▶ [What you have to do] Write down exactly the lines from the one with "Please mark all" to the end of the data, first and last included, and no others.

▶ [Records to use]
§

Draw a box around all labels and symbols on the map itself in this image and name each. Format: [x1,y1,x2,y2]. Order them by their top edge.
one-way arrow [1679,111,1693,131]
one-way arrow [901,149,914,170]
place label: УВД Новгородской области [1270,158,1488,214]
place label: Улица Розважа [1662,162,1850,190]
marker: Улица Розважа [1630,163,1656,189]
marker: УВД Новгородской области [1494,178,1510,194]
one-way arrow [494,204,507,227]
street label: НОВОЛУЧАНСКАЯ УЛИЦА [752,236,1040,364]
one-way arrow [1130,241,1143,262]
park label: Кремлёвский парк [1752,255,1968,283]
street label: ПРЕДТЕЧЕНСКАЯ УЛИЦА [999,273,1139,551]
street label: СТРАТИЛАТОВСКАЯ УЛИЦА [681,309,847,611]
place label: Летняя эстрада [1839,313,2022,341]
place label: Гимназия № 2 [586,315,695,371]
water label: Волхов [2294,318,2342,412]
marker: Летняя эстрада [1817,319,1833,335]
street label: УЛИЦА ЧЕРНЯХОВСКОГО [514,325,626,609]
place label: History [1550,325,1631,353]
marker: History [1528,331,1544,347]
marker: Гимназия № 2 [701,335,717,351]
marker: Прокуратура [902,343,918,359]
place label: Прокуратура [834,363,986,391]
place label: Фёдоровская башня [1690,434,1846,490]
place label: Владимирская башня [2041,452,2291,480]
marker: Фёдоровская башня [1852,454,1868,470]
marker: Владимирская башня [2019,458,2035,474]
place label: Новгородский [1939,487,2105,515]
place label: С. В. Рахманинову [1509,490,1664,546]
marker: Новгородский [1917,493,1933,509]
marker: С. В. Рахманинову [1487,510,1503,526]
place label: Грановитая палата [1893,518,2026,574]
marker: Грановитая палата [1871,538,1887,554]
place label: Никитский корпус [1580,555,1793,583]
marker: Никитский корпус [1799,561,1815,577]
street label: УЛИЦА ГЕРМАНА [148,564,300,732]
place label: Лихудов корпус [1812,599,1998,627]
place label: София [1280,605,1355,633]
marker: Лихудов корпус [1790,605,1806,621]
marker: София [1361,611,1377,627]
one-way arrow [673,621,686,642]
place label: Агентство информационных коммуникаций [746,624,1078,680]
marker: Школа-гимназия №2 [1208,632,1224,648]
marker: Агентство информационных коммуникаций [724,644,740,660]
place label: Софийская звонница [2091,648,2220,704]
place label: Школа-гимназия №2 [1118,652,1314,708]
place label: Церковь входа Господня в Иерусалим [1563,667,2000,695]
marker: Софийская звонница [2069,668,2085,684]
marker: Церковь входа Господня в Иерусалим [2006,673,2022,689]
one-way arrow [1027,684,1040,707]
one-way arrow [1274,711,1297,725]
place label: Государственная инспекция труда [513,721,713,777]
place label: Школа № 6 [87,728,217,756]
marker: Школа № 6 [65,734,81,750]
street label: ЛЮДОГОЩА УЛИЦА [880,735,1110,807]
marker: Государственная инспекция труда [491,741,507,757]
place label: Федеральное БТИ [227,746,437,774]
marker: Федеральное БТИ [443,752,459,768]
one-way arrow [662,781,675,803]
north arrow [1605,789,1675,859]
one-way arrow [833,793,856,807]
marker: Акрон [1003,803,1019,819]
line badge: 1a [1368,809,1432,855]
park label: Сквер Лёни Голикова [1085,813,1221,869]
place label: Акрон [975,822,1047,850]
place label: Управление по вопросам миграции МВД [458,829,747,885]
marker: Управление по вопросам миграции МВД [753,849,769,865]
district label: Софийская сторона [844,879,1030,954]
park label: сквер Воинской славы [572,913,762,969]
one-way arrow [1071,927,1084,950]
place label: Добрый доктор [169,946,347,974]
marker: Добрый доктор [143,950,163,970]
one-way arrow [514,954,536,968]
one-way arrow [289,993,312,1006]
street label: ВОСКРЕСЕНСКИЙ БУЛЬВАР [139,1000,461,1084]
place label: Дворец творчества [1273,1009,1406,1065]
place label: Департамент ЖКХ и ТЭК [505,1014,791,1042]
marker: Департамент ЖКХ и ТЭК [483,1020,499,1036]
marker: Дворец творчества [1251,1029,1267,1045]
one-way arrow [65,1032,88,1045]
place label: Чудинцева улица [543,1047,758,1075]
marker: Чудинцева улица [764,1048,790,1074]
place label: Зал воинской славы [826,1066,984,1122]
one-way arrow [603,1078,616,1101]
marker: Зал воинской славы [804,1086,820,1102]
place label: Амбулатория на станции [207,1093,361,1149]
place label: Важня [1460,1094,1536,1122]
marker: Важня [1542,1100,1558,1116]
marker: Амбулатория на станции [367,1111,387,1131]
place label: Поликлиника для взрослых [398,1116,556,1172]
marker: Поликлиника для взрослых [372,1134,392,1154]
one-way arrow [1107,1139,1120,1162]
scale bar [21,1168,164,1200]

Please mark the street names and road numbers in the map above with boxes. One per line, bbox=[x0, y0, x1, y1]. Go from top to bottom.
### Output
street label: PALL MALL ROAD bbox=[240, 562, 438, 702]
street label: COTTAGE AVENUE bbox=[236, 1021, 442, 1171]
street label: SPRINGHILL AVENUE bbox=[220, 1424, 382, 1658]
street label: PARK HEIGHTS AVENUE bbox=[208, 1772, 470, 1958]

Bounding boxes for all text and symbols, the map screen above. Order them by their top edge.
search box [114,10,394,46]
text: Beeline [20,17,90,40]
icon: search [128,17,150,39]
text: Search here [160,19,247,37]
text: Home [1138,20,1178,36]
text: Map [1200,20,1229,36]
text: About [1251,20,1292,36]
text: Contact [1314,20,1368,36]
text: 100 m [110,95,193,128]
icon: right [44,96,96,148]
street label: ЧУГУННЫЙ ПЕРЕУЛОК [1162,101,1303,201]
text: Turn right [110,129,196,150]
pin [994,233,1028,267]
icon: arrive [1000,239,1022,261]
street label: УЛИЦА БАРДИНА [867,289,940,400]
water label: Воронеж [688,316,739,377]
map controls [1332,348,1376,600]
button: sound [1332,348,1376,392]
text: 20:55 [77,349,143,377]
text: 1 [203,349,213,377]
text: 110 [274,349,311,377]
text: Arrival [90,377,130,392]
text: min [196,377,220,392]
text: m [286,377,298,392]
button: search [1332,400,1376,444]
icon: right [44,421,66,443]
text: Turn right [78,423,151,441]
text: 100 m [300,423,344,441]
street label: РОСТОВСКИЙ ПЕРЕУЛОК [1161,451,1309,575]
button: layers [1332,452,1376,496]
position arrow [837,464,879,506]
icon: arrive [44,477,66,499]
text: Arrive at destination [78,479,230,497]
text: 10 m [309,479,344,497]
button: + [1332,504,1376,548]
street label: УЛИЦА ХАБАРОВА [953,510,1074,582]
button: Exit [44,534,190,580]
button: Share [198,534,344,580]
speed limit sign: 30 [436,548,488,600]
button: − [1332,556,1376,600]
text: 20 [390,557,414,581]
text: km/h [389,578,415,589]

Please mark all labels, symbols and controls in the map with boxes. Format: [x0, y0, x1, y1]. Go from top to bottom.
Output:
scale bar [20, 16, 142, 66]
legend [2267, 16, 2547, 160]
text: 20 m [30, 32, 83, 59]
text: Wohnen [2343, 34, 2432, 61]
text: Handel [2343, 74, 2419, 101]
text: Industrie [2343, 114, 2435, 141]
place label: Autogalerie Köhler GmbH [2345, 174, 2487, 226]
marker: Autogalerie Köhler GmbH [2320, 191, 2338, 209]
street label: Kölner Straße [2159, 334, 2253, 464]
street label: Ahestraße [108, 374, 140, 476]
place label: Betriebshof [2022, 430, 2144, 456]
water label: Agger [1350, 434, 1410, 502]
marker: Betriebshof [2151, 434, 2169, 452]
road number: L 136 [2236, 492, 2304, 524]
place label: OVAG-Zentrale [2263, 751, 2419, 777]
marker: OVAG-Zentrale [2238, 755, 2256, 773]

§

▶ [Response box]
Please mark all labels, symbols and controls in the map with boxes. Format: [x0, y0, x1, y1]. Go from top to bottom.
Output:
scale bar [20, 16, 142, 66]
legend [2267, 16, 2547, 160]
text: 20 m [30, 32, 83, 59]
text: Wohnen [2343, 34, 2432, 61]
text: Handel [2343, 74, 2419, 101]
text: Industrie [2343, 114, 2435, 141]
place label: Autogalerie Köhler GmbH [2345, 174, 2487, 226]
marker: Autogalerie Köhler GmbH [2320, 191, 2338, 209]
street label: Kölner Straße [2159, 334, 2253, 464]
street label: Ahestraße [108, 374, 140, 476]
place label: Betriebshof [2022, 430, 2144, 456]
water label: Agger [1350, 434, 1410, 502]
marker: Betriebshof [2151, 434, 2169, 452]
road number: L 136 [2236, 492, 2304, 524]
place label: OVAG-Zentrale [2263, 751, 2419, 777]
marker: OVAG-Zentrale [2238, 755, 2256, 773]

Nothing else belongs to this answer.